2.7 Statistical analysis
Data were analyzed using the statistical software package SPSS 27.0. Data that exhibited a normal distribution were expressed as the mean ± standard deviation ( ±s), whereas those that did not conform to a normal distribution were expressed as M (Q1,Q3). Independent sample t-tests or Mann-Whitney U tests were employed for comparisons between groups. In the case of count data, the figures were expressed as cases (%). In instances where the total number of cases was less than 20, cases (ratios) were analyzed using Pearson’s Chi-squared test, continuity-corrected Chi-squared test, or Fisher’s exact probability method test according to the sample size and the theoretical frequency of the grouped cases.
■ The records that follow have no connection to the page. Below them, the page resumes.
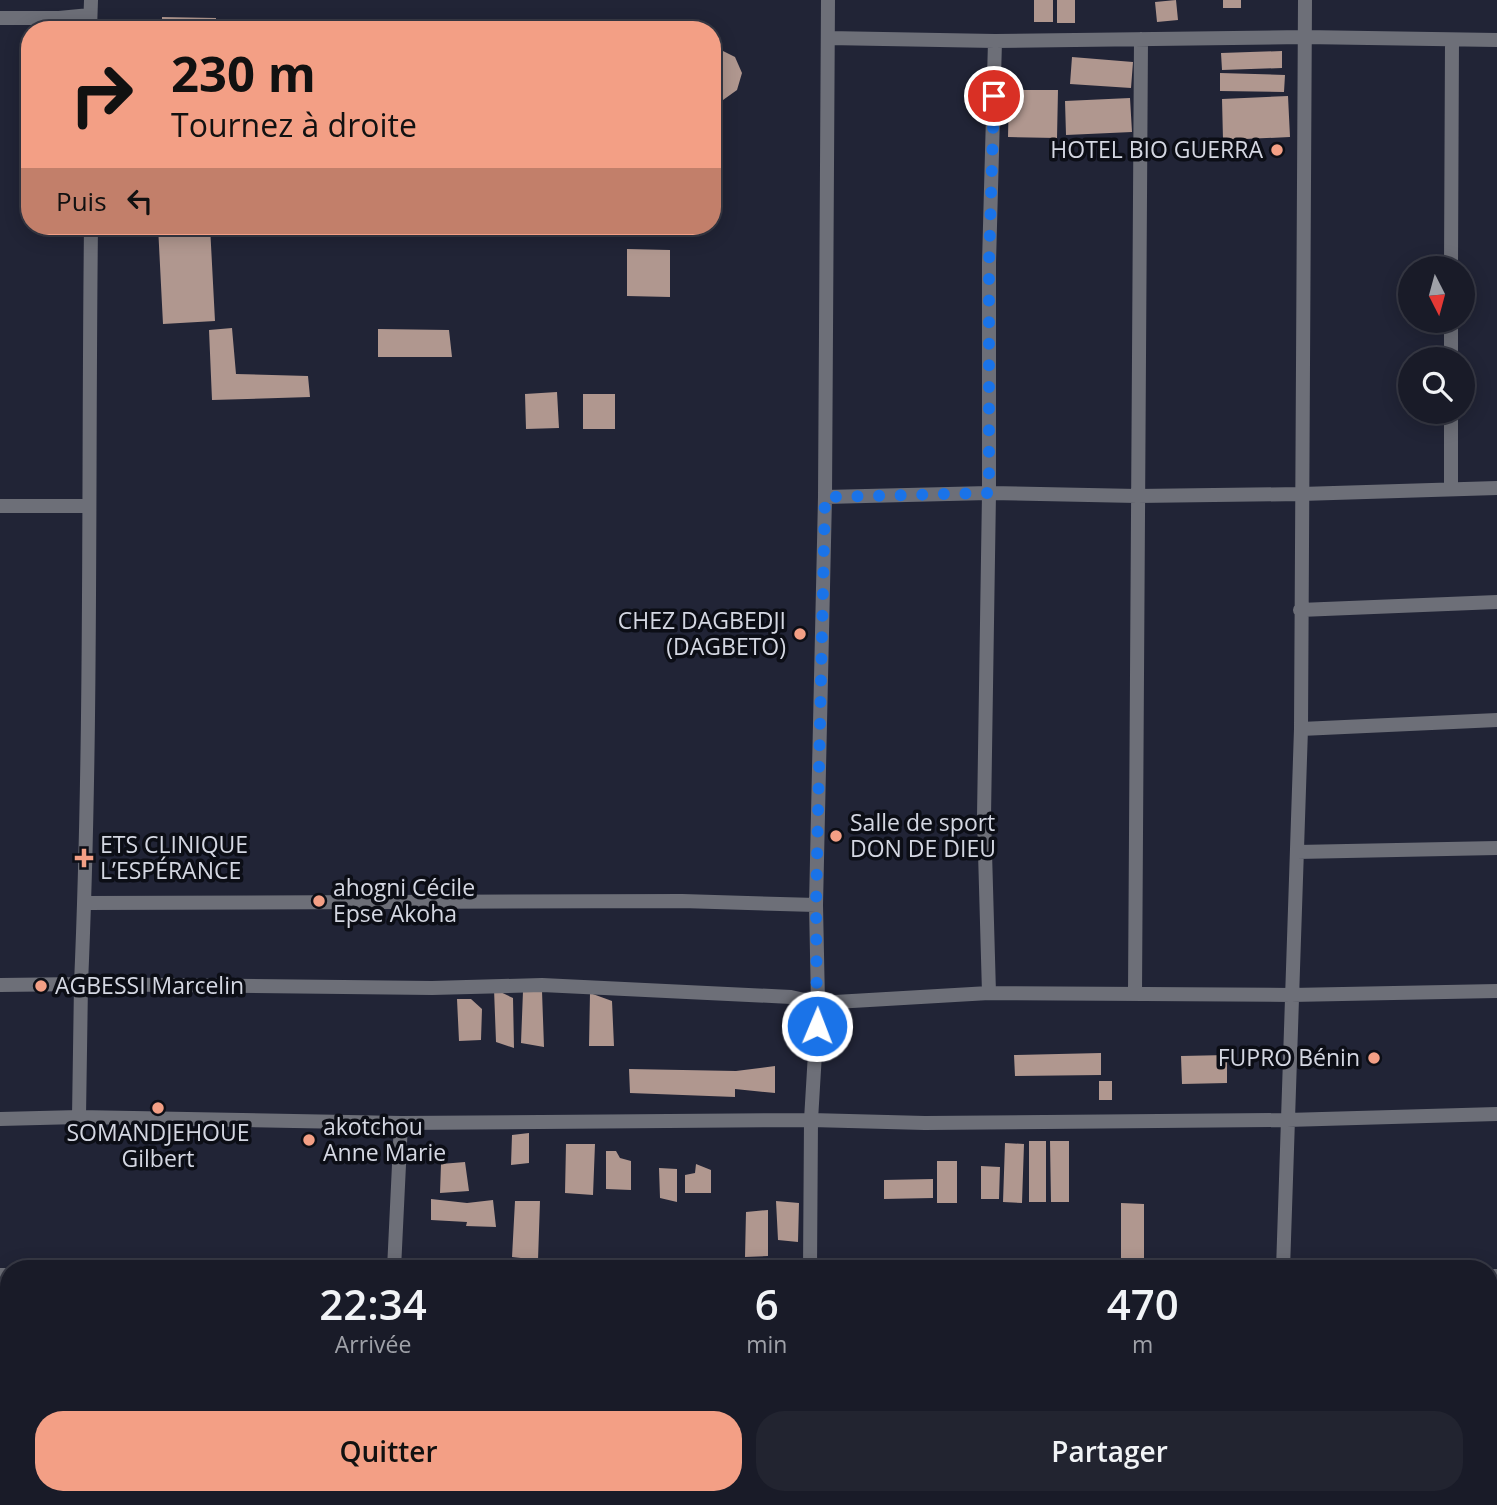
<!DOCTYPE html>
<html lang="fr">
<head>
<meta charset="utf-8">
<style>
	:root { --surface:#191b28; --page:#222430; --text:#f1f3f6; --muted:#9fa1a8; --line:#373945; --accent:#f39f85 }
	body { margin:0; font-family:"Open Sans",sans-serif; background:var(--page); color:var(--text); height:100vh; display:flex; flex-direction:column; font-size:26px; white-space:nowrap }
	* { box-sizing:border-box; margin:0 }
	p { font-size:23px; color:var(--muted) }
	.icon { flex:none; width:38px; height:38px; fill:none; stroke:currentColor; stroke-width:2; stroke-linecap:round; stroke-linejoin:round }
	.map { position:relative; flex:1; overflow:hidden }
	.sheet { position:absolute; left:0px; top:1260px; width:1498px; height:245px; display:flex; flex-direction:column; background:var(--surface); border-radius:28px 28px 0 0; box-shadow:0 4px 18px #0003,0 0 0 2px var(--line) }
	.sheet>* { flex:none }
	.top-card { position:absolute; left:21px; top:21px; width:700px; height:214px; border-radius:28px; box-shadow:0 4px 18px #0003,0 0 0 2px var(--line); background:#f39f85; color:#111; overflow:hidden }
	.needle { width:46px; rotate:174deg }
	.fabs { position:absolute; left:1398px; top:256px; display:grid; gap:14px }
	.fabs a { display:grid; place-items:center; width:77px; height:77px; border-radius:50%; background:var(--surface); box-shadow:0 4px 18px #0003,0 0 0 2px var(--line); font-size:35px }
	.pin { position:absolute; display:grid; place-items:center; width:60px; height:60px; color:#fff; margin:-30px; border:4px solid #fff; border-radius:50%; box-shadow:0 2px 7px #0007 }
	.me { position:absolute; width:77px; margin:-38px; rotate:1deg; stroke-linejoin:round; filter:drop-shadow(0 0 5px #0008) }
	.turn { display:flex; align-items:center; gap:24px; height:147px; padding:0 35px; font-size:32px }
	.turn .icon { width:91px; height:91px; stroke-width:2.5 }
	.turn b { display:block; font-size:49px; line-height:60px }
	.then { display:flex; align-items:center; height:66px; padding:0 35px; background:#0003; gap:14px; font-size:26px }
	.eta { display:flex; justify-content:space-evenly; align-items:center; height:119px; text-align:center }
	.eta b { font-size:42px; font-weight:600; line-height:49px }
	.button { display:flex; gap:14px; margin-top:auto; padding:14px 35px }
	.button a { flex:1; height:80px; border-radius:28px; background:var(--accent); color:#111; font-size:28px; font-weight:600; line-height:80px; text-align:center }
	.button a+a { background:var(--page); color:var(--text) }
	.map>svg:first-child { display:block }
	.building { fill:#b0978f }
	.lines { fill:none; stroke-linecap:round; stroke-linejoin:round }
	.street { stroke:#6d6f78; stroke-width:14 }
	.route { stroke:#1a73e8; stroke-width:12; stroke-dasharray:0 21.6 }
	.poi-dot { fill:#f39f85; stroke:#0c0e16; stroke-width:2.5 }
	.labels { text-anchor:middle; stroke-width:7; stroke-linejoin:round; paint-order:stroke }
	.poi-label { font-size:23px; fill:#d4d7e2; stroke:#0c0e16; text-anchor:start }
</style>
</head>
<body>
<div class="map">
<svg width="1497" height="1505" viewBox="0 0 1497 1505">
	<rect width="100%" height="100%" fill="#212436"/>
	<path class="building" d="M1034,0H1053V22H1034Z
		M1057,0H1075V23H1057Z
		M1176,0L1178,20L1157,22L1155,2Z
		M1223,0H1241V8H1223Z
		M162,17L216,18V30H162Z
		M342,23L389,24L388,30H342Z
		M719,49L735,57L742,73L737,90L723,100L712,99V51Z
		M1282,51V68L1222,70L1221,53Z
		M1072,57L1133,62L1131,88L1070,84Z
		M1220,73L1285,75L1284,92L1220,91Z
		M1009,90H1058L1057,138L1008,137Z
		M1288,96L1290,137L1223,140L1222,99Z
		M1130,98L1132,132L1066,135L1065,101Z
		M102,226H130V237L102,234Z
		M158,226H210L215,321L163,324Z
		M627,249L670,250V297L627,296Z
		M232,328L236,374L308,376L310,397L212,400L209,330Z
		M378,329L449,330L452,357H378Z
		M557,392L559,428L526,429L525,394Z
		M583,394H615V429H583Z
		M494,989L513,998L514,1048L496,1042Z
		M523,991H542L544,1047L521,1043Z
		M590,993L612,1001L614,1046H589Z
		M457,999H471L482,1009L481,1040L459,1041Z
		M1101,1053V1075L1015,1076L1014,1055Z
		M1227,1055V1083L1182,1084L1181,1056Z
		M775,1066V1093L735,1089V1097L630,1093L629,1069L736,1071Z
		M1099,1081H1112V1100H1099Z
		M529,1133V1163L511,1165L512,1135Z
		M1029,1141H1046V1202H1029Z
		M1050,1141H1069V1202H1051Z
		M1005,1143L1024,1144L1022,1203L1003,1202Z
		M566,1144H595L593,1195L565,1193Z
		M606,1151H616L620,1158L631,1161V1190L606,1189Z
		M937,1161H957V1203H937Z
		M465,1162L469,1191L440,1193L441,1164Z
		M696,1164L711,1170V1193H685V1175L695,1173Z
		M981,1166L1000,1167L999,1199H981Z
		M659,1168L677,1169V1202L660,1198Z
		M933,1179V1198L884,1199V1180Z
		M431,1199L467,1203L493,1200L496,1227L466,1226L467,1222L431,1220Z
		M515,1201H540L538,1260L512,1257Z
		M776,1201L799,1203L798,1242L778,1240Z
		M1121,1203L1144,1204V1263H1121Z
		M768,1210V1256L745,1257L746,1212Z
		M1364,1496H1424V1501L1364,1503Z"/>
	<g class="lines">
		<path class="street" d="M0,18H59L90,15
			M90,30L91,0
			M828,38L995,41L1304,37L1497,40
			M91,226C88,478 92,731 81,984L432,988L542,985L791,997L818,1003L989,993L1291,995L1497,991
			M1451,268L1452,40
			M1451,359V320
			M1451,489V411
			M825,497L989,493L1137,496L1301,494L1497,488
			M0,506H88
			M1300,610L1497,602
			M1301,729L1497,720
			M1297,852L1497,848
			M85,903L682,901L816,905
			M0,985L81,984L79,1117
			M989,993L984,817L989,493V263L995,41
			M1135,993L1141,39
			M0,1119L79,1117L401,1123L811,1120L925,1123L1287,1120L1497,1114
			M139,1269L176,1267L260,1269
			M394,1269L401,1123
			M810,1269L811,1120L818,1003L816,905L825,497L828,0
			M1283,1269L1301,729L1305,0
			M0,1275H9
			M1489,1276H1497
			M809,1496V1505
			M1281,1496V1505
			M1433,1496L1434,1505
			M107,1505V1496
			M254,1505L255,1496
			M394,1505V1496"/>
	</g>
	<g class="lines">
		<path class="route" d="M817,1026L816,905L825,497L989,493V263L994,96"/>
	</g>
	<g class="poi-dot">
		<circle cx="1277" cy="150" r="7"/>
		<circle cx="800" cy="634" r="7"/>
		<circle cx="836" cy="836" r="7"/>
		<path d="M80.5 847.5h7v7h7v7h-7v7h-7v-7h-7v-7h7z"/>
		<circle cx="319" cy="901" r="7"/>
		<circle cx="41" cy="986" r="7"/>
		<circle cx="1374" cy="1058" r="7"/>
		<circle cx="158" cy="1108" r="7"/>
		<circle cx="309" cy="1140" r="7"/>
	</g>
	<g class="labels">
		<g class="poi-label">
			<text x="1263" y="158" text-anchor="end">HOTEL BIO GUERRA</text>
			<text x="786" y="629" text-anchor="end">CHEZ DAGBEDJI<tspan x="786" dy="26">(DAGBETO)</tspan></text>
			<text x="850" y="831">Salle de sport<tspan x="850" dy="26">DON DE DIEU</tspan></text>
			<text x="100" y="853">ETS CLINIQUE<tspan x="100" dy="26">L’ESPÉRANCE</tspan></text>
			<text x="333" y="896">ahogni Cécile<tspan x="333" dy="26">Epse Akoha</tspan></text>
			<text x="55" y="994">AGBESSI Marcelin</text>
			<text x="1360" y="1066" text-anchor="end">FUPRO Bénin</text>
			<text x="323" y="1135">akotchou<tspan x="323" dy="26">Anne Marie</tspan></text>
			<text x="158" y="1141" text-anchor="middle">SOMANDJEHOUE<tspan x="158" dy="26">Gilbert</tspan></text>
		</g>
	</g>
</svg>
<div class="fabs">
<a><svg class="needle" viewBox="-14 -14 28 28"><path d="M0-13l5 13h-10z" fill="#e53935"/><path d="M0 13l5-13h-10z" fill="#9fa1a8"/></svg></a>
<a><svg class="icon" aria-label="search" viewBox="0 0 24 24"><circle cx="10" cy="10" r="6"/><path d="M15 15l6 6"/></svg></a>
</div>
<div class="pin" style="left:994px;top:96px;background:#d93025"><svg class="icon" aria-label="arrive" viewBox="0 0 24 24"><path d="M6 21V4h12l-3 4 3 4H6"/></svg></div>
<svg class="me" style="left:817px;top:1026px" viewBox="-20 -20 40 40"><circle r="17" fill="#1a73e8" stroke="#fff" stroke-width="3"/><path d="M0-11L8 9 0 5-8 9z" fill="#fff"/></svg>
<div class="top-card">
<div class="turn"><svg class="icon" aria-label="right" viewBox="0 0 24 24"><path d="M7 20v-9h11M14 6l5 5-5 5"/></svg><div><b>230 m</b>Tournez à droite</div></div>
<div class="then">Puis<svg class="icon" aria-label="left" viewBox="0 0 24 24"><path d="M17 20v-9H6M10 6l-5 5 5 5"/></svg></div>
</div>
<section class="sheet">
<div class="eta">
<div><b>22:34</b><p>Arrivée</p></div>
<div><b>6</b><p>min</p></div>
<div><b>470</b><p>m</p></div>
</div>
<div class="button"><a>Quitter</a><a>Partager</a></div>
</section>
</div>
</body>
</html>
The PCB data obtained following TAVR were classified into distinct subgroups, and the baseline levels of patients, electrocardiograms, echocardiograms, aortic root CTAs, and the results of finite element analysis of FEOPS were compared between the overall patient cohort and the subgroups of bilobed and trilobed valves, respectively. Following comparison between the two groups, variables with P < 0.05 were introduced into a multifactorial logistic regression model for analysis of the independent risk factors for PCB. Receiver operating characteristic (ROC) curves were employed to assess the predictive value of the risk factors that were significant in the unifactorial analysis of PCB. The maximum Yoden index of the CPI value was identified as the predictive threshold for the CPI value. With this threshold, the predictive accuracy of the FEOPS finite element analysis was grouped, with a single factor analysis conducted to ascertain the predictive value influencing the accuracy of this model. A univariate analysis was employed to ascertain the factors influencing the accuracy of the model. All results were subjected to a two-sided test with a test level α = 0.05, and differences were considered statistically significant at P < 0.05.